- El tribunal dispuso que Silverio Silien cumpla la condena en el Centro de Corrección y Rehabilitación (CCR) de Najayo-Mujeres
Pese a la condena de cinco años impuesta por la jueza Milagros Ramírez Cabrera, de la Novena Sala Penal del Distrito Nacional, en un segundo juicio contra Elizabeth Silverio Silien por usurpar funciones en el área de la salud a través del centro Knowledge Land (Kogland), esta aún no ha ido a prisión.
Esto se debe, según explicó a Hoy Digital su abogado, Waldo Paulino, a que la magistrada dispuso que la pena se ejecute solo cuando la sentencia sea “firme”.
“No podrá ir a prisión porque tiene 20 días para recurrir la decisión que la condenó a cinco años, por lo que, hasta que no adquiera la autoridad de la cosa irrevocablemente juzgada, el Ministerio Público no podrá llevarla ante el juez de la ejecución de la pena para ejecutar esa condena”, manifestó el jurista.
El abogado adelantó que, antes de que venza el plazo, apelarán la sentencia emitida el pasado 14 de abril.
“Nosotros vamos a recurrir en derecho en virtud de lo que establece el artículo 432 de la normativa procesal penal vigente, que es la Ley 97-25”, dijo Paulino.
La condena
En la motivación de la decisión, la jueza estableció que las pruebas aportadas por el Ministerio Público demostraron que la imputada utilizó documentos falsificados, incluyendo títulos universitarios y un número de exequátur inexistente, con los que aparentaba una preparación profesional que no poseía.
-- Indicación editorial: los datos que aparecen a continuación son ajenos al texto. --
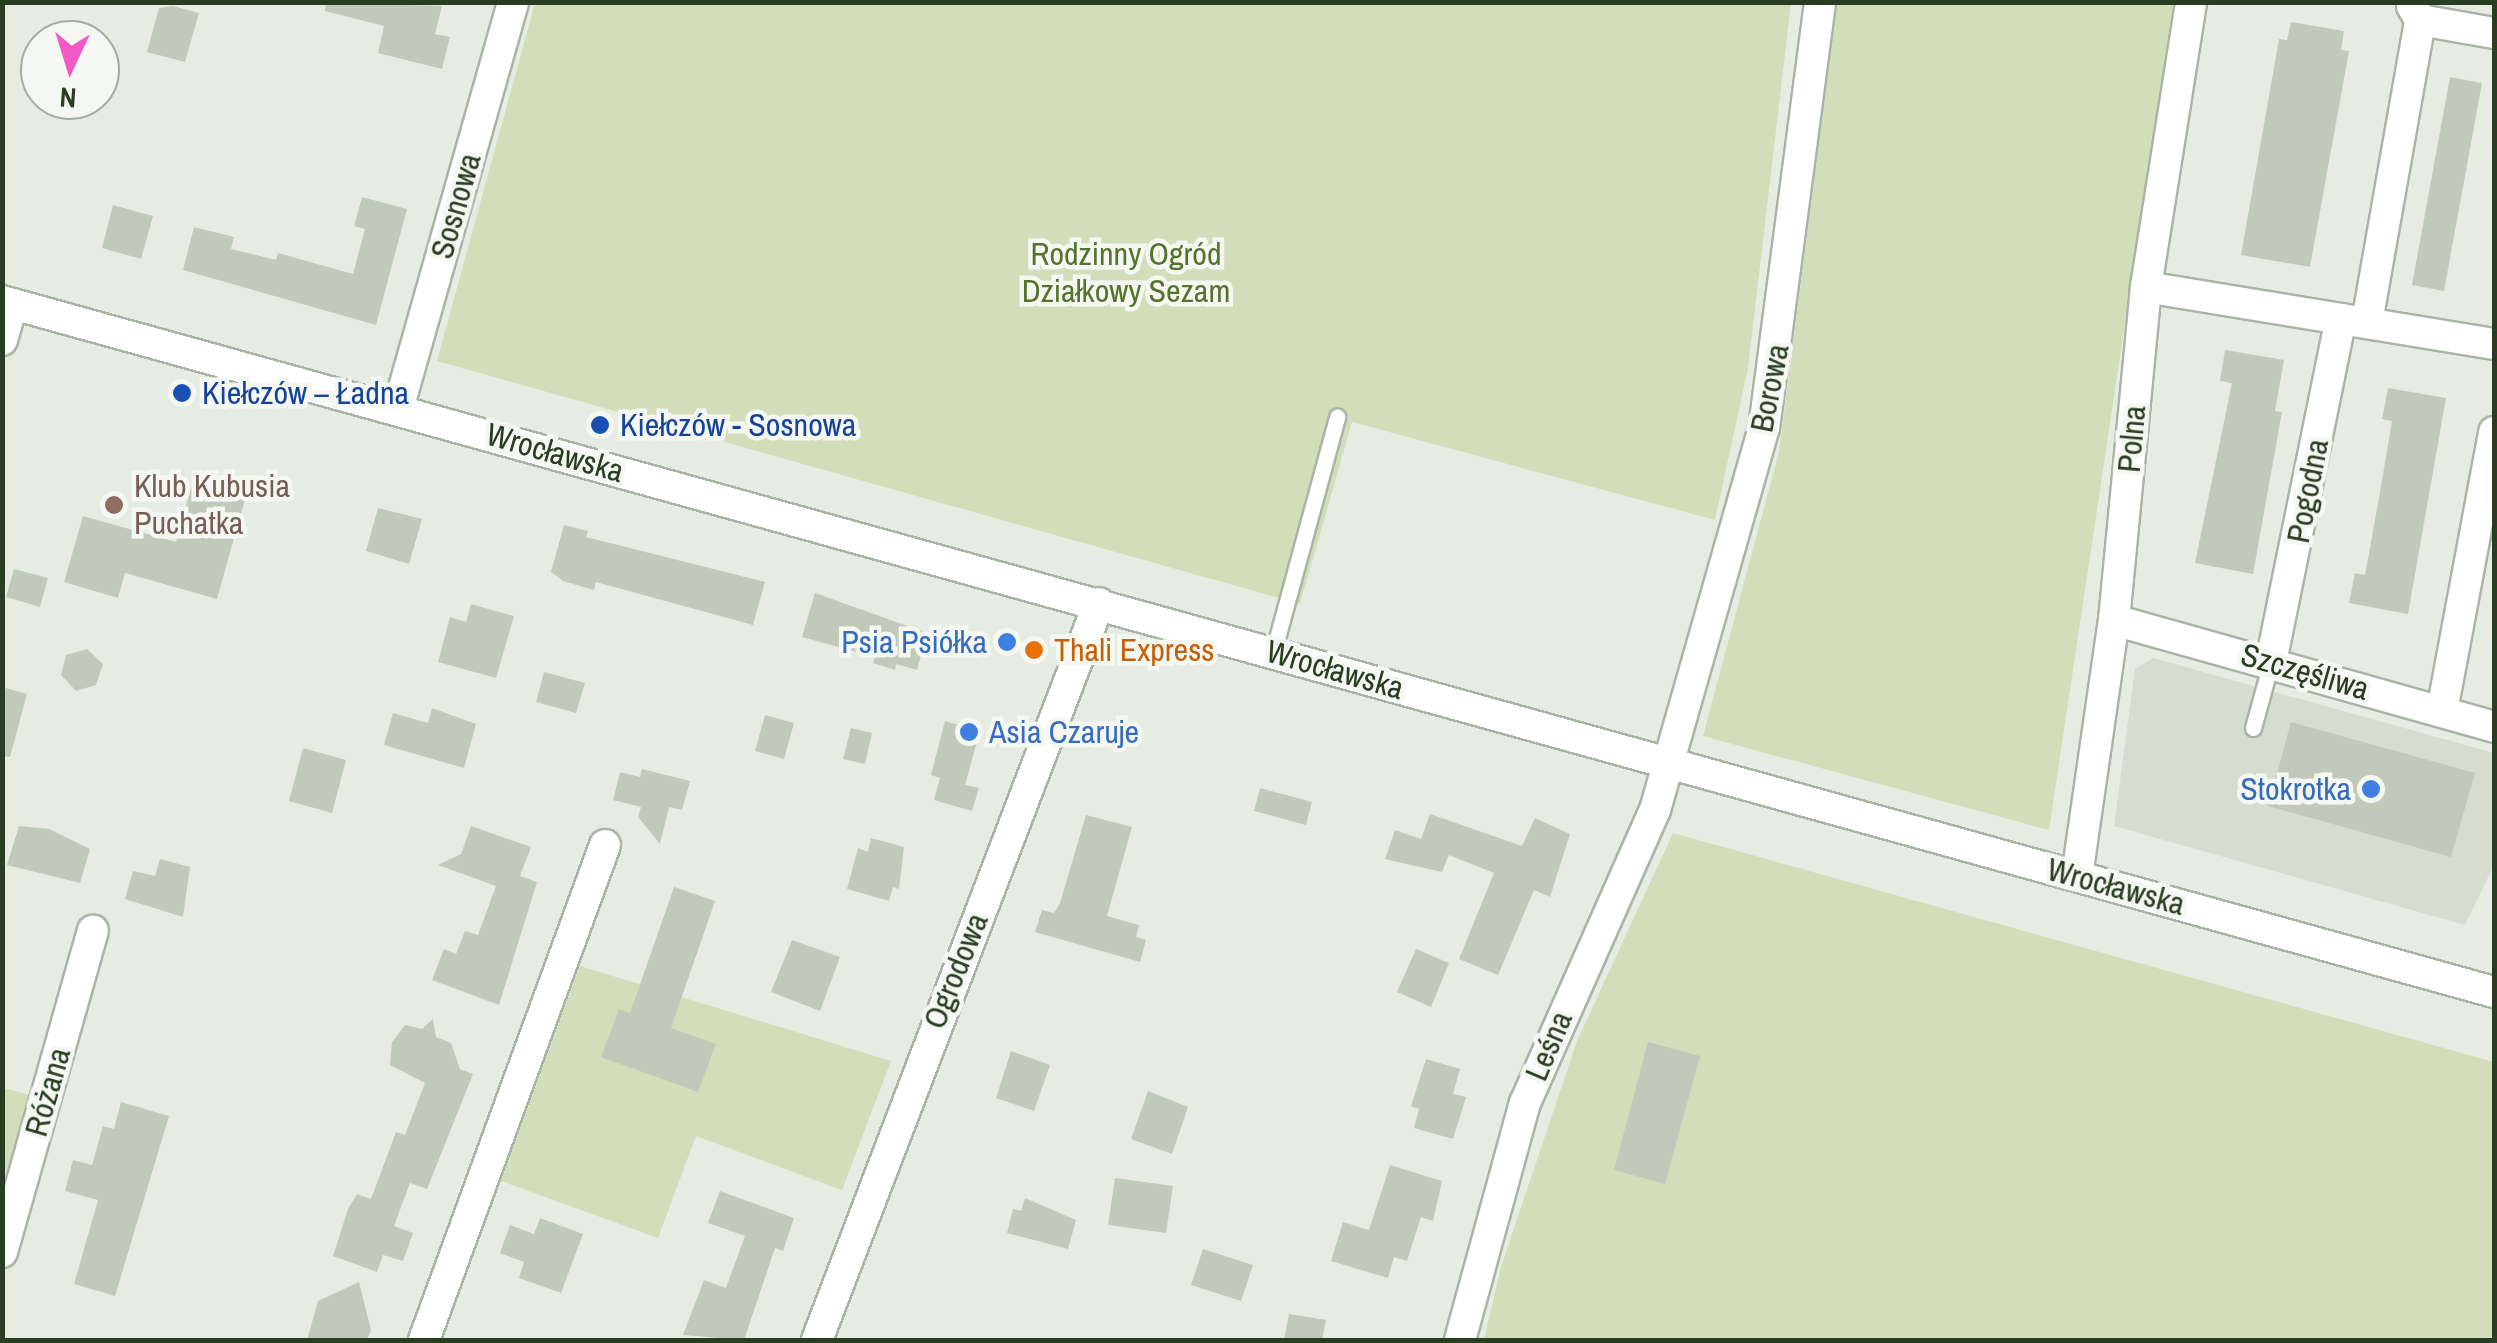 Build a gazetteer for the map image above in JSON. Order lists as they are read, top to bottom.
{
  "streets": {
    "street": [
      "Sosnowa",
      "Borowa",
      "Polna",
      "Wrocławska",
      "Pogodna",
      "Szczęśliwa",
      "Ogrodowa",
      "Leśna",
      "Różana"
    ]
  },
  "crossings": [
    ["Sosnowa", "Wrocławska"],
    ["Borowa", "Wrocławska"],
    ["Borowa", "Leśna"],
    ["Polna", "Wrocławska"],
    ["Polna", "Szczęśliwa"],
    ["Wrocławska", "Ogrodowa"],
    ["Wrocławska", "Leśna"],
    ["Pogodna", "Szczęśliwa"]
  ],
  "parks": ["Rodzinny Ogród Działkowy Sezam"],
  "places": [
    "Kiełczów – Ładna",
    "Kiełczów - Sosnowa",
    "Klub Kubusia Puchatka",
    "Psia Psiółka",
    "Thali Express",
    "Asia Czaruje",
    "Stokrotka"
  ],
  "north": "bottom"
}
Además, que los padres que declararon en calidad de testigos resultaron coherentes en sus testimonios, mientras que las pruebas documentales establecen que la imputada se presentaba y firmaba los informes de los pacientes en calidad de doctora en neurociencia, sin que fuera aportada ante el tribunal ninguna documentación que evidencie la realización de estudios superiores ni la obtención de un exequátur que le acredite para ofrecer dichos servicios, tal como hicieron constar los representantes del Ministerio de Salud Pública y Asistencia Social (Mispas).
Juan Geraldo Mesa, director del Departamento de Habilitación de Centros del Mispas, aportó documentación que confirma la falta de habilitación del Kogland. De igual modo, declaró el consultor jurídico de esa institución, Luis Manuel Tolentino, quien presentó una certificación que establece que la imputada no está registrada en el país en ninguna de las áreas de la salud.
Las pruebas valoradas por el tribunal incluyen los informes de las evaluaciones realizadas por Elizabeth Silverio, en los que emitía diagnósticos e indicaba las terapias a aplicar, lo que provocó afectaciones en la salud de los niños y retrasos en la aplicación de las terapias adecuadas, conforme fue establecido por el Ministerio Público en su relato fáctico.
A la salida de la audiencia, el Ministerio Público, representado por la procuradora de corte Magalys Sánchez y la procuradora fiscal Laura Vargas, valoró que el tribunal ponderara correctamente la gravedad de los hechos para dictar una sentencia condenatoria sustentada en las pruebas aportadas, las cuales demostraron y vincularon a la imputada con las acciones cometidas en perjuicio de niños con Trastorno del Espectro Autista (TEA).
En adición, el órgano acusador deploró que Elizabeth Silverio cometiera sus hechos graves y a la fecha se muestra altanera y sin arrepentimiento alguno.